Three hours later she came bursting into the living room with a face like thunder.

‘Would you jump in my grave so quickly?’

Granddad jerked awake in his chair, his hand reflexively clasped to his chest.

I looked up from the television. ‘What are you talking about?’

‘Where are me and Thomas supposed to go at weekends? We can’t both fit in the box room. There’s not even enough room in there for two beds.’

‘Exactly. And I’ve been stuck in there for five years.’ The knowledge that I was ever so slightly in the wrong made me sound pricklier than I had intended.

‘You can’t take my room. It’s not fair.’

‘You’re not even going to be in it!’

‘But I need it! There’s no way me and Thomas can fit in the box room. Dad, tell her!’

Dad’s chin descended to somewhere deep in his collar, his arms folded across his chest. He hated it when we fought, and tended to leave it to Mum to sort out. ‘Turn it down a bit, girls,’ he said.

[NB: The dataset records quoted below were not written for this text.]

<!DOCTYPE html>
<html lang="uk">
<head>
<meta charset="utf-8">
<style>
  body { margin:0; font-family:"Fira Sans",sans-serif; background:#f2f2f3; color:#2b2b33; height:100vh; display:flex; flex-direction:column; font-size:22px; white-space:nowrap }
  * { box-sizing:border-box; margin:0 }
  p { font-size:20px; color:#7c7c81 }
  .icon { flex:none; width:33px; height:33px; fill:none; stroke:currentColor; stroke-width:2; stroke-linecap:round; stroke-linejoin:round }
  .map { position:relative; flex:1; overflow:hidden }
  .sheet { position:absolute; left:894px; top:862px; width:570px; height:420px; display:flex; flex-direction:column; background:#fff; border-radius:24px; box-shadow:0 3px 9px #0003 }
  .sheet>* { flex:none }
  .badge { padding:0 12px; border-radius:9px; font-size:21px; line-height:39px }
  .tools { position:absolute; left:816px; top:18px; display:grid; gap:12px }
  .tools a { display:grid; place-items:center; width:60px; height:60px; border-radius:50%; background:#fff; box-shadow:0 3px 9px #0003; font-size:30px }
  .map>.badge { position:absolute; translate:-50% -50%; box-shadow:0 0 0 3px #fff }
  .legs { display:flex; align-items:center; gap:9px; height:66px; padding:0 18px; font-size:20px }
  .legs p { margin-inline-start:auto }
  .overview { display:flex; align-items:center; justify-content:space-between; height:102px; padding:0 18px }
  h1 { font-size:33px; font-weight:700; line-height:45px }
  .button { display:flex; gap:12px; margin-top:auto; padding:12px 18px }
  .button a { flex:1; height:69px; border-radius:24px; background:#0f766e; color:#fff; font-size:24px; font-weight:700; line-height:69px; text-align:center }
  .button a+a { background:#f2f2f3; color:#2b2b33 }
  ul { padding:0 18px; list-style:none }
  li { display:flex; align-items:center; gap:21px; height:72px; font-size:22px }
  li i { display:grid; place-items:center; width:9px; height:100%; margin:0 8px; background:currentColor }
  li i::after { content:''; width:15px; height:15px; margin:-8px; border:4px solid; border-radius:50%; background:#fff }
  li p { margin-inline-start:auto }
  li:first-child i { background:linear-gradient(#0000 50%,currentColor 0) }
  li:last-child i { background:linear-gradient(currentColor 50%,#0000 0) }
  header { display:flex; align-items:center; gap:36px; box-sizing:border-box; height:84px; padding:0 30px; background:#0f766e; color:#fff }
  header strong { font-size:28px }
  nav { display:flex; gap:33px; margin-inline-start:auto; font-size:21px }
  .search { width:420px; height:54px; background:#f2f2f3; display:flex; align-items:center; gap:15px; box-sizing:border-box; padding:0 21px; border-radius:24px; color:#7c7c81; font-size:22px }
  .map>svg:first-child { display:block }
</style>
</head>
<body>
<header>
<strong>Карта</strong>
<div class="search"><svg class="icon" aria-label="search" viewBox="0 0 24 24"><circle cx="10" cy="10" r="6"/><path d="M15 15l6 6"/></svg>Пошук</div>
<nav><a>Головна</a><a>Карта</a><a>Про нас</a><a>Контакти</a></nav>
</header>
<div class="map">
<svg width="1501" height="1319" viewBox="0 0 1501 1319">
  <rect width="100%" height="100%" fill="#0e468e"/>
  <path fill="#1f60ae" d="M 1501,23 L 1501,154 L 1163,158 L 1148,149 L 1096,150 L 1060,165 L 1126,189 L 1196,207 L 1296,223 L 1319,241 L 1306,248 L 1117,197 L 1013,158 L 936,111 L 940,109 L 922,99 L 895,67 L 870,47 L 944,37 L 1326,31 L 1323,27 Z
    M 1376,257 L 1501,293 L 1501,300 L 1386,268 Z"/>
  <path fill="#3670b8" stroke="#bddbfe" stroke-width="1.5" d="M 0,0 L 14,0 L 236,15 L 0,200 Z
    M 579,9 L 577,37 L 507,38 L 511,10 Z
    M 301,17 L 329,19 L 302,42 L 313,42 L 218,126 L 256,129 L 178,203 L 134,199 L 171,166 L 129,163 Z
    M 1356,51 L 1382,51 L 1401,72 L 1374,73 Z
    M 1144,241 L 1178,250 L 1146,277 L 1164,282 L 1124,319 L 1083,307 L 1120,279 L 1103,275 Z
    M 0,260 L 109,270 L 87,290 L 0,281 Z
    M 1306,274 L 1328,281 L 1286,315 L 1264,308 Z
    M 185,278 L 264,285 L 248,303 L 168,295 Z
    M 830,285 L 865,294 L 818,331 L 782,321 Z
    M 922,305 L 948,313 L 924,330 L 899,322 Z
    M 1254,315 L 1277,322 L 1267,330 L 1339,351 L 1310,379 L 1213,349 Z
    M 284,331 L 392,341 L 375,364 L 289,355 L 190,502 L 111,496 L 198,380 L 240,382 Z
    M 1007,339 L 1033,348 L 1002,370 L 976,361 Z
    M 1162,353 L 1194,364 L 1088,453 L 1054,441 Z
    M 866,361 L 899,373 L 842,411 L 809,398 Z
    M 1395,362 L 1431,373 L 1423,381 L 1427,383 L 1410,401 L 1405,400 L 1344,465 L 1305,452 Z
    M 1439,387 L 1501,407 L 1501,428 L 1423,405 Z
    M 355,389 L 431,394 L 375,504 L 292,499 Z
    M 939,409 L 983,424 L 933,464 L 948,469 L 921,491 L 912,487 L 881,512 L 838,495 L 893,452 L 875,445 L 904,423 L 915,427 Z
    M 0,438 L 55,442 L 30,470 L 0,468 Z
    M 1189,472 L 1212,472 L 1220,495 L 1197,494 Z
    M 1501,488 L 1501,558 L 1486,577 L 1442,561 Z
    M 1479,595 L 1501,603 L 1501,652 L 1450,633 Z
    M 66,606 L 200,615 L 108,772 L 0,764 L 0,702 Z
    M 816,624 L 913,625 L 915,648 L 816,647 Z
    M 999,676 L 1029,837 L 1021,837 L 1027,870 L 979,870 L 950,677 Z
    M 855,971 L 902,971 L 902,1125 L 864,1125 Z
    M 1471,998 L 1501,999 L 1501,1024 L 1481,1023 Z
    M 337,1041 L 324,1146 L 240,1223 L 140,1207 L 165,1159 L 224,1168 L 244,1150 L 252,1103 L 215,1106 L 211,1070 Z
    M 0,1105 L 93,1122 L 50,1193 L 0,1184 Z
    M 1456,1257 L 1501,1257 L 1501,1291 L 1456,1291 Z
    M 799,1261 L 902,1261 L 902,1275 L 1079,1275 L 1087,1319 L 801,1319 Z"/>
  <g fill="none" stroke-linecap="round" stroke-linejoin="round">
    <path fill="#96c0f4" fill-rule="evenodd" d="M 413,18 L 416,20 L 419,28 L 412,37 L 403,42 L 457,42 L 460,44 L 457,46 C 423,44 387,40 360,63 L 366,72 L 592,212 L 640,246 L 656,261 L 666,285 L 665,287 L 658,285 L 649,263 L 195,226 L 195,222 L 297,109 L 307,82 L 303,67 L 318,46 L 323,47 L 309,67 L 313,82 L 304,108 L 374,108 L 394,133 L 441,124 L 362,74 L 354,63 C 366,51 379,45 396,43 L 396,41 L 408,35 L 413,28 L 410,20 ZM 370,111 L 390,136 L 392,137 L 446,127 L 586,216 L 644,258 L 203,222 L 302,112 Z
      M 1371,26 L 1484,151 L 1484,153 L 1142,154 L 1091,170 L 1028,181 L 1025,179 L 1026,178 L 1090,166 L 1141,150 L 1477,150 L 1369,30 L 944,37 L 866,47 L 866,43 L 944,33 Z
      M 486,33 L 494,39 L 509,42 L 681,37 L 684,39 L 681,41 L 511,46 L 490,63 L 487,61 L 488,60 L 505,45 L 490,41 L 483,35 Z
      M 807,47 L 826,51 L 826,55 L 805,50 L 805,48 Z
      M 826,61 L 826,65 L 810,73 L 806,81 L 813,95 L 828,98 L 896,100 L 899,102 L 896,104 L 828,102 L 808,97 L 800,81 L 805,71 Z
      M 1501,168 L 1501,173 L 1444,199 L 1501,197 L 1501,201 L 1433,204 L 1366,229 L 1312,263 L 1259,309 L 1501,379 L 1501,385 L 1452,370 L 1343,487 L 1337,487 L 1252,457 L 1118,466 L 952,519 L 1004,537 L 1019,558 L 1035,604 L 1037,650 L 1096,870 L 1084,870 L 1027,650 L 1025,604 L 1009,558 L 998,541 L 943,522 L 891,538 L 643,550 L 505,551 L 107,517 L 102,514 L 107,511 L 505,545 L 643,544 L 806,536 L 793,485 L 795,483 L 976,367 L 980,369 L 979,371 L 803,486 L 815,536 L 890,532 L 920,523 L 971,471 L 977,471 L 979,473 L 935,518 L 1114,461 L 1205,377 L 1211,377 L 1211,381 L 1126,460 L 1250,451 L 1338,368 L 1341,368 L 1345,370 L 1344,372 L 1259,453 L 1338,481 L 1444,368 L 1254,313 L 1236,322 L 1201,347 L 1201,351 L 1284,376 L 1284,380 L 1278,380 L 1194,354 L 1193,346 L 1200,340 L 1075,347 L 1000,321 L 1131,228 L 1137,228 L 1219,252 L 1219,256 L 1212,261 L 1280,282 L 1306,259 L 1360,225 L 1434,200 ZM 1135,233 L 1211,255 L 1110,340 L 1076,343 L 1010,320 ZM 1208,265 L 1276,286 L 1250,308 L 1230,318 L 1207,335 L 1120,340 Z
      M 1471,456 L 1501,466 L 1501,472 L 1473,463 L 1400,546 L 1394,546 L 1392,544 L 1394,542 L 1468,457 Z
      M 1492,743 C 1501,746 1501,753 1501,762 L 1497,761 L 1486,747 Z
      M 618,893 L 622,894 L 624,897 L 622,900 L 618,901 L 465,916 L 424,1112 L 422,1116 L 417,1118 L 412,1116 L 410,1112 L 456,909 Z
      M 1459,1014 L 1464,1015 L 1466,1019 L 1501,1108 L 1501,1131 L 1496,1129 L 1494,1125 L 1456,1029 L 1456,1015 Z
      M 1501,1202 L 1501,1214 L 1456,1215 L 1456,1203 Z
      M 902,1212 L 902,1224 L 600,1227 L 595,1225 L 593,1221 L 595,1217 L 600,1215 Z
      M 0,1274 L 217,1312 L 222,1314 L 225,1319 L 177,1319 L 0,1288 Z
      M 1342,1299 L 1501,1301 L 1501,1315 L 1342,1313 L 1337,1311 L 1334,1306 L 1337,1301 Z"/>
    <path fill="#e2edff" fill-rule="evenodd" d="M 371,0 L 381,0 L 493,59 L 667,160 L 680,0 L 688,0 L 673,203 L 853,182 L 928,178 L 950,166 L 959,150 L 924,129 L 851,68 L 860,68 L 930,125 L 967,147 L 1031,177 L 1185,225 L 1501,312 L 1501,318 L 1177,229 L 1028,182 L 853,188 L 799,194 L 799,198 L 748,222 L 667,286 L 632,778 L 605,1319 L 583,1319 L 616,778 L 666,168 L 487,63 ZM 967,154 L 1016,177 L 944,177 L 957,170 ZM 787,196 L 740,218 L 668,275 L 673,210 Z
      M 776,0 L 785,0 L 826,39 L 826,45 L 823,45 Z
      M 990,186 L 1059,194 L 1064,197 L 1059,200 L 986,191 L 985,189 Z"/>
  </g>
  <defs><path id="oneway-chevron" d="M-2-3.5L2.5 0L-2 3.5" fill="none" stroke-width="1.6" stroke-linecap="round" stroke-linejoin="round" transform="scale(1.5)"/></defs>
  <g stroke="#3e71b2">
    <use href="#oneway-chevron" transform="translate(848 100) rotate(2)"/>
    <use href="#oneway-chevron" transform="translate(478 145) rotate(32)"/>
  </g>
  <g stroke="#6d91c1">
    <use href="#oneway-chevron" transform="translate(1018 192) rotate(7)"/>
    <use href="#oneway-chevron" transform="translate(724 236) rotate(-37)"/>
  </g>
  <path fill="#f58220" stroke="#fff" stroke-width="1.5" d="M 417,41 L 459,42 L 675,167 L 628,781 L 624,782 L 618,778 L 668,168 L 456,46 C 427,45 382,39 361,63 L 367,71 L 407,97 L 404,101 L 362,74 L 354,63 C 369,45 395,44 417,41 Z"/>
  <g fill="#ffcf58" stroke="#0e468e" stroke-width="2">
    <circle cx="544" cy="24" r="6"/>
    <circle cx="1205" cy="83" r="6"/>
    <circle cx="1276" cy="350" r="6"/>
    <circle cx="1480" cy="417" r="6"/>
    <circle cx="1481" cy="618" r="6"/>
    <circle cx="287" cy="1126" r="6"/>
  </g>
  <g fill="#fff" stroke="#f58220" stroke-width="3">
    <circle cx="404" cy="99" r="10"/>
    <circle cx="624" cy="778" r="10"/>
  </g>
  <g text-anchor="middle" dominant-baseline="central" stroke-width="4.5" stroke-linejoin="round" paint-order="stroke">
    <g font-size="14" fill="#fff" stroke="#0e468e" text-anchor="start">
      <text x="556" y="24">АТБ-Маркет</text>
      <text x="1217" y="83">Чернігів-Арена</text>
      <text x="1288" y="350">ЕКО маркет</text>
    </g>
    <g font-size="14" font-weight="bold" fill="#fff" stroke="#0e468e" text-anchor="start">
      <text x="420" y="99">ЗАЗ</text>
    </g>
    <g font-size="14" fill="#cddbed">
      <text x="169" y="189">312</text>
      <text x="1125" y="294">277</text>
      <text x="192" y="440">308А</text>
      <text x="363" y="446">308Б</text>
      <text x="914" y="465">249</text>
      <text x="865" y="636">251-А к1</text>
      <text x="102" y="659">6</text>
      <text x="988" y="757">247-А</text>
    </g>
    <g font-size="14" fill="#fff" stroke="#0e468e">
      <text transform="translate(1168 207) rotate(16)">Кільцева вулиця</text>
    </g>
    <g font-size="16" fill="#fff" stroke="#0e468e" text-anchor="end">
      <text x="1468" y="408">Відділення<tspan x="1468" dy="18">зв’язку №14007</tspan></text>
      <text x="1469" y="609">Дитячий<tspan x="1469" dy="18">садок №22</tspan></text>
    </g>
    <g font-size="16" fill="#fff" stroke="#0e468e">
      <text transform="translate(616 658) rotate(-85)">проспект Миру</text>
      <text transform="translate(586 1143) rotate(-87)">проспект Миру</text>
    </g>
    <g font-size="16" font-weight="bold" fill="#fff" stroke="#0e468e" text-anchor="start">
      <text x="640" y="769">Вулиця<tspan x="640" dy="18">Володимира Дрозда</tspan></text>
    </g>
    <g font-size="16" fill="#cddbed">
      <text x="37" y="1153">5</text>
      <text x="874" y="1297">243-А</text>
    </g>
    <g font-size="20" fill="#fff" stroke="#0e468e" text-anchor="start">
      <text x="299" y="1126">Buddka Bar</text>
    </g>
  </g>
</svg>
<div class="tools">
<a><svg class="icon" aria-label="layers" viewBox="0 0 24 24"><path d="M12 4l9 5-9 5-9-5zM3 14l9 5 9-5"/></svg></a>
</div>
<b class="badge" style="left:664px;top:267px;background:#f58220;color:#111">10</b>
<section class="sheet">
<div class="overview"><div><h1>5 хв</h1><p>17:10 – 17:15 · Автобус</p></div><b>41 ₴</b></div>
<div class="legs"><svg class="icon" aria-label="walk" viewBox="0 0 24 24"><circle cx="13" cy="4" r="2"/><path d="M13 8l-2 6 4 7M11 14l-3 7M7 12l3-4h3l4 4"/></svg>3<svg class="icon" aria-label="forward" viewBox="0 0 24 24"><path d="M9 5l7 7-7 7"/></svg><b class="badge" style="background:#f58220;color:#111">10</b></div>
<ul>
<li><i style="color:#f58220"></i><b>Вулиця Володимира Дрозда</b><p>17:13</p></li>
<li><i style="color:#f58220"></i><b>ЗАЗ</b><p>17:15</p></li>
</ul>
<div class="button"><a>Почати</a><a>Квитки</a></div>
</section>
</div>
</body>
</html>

Granddad shook his head, as if we were all incomprehensible to him. Granddad shook his head at an awful lot these days.

‘I don’t believe you. No wonder you were so keen to help me leave.’

‘What? So you begging me to keep my job so that I can help you out financially is now part of my sinister plan, is it?’

‘You’re so two-faced.’

‘Katrina, calm down.’ Mum appeared in the doorway, her rubber gloves dripping foamy water on to the living-room carpet. ‘We can talk about this calmly. I don’t want you getting Granddad all wound up.’

Katrina’s face had gone blotchy, the way it did when she was small and she didn’t get what she wanted. ‘She actually wants me to go. That’s what this is. She can’t wait for me to go, because she’s jealous that I’m actually doing something with my life. So she just wants to make it difficult for me to come home again.’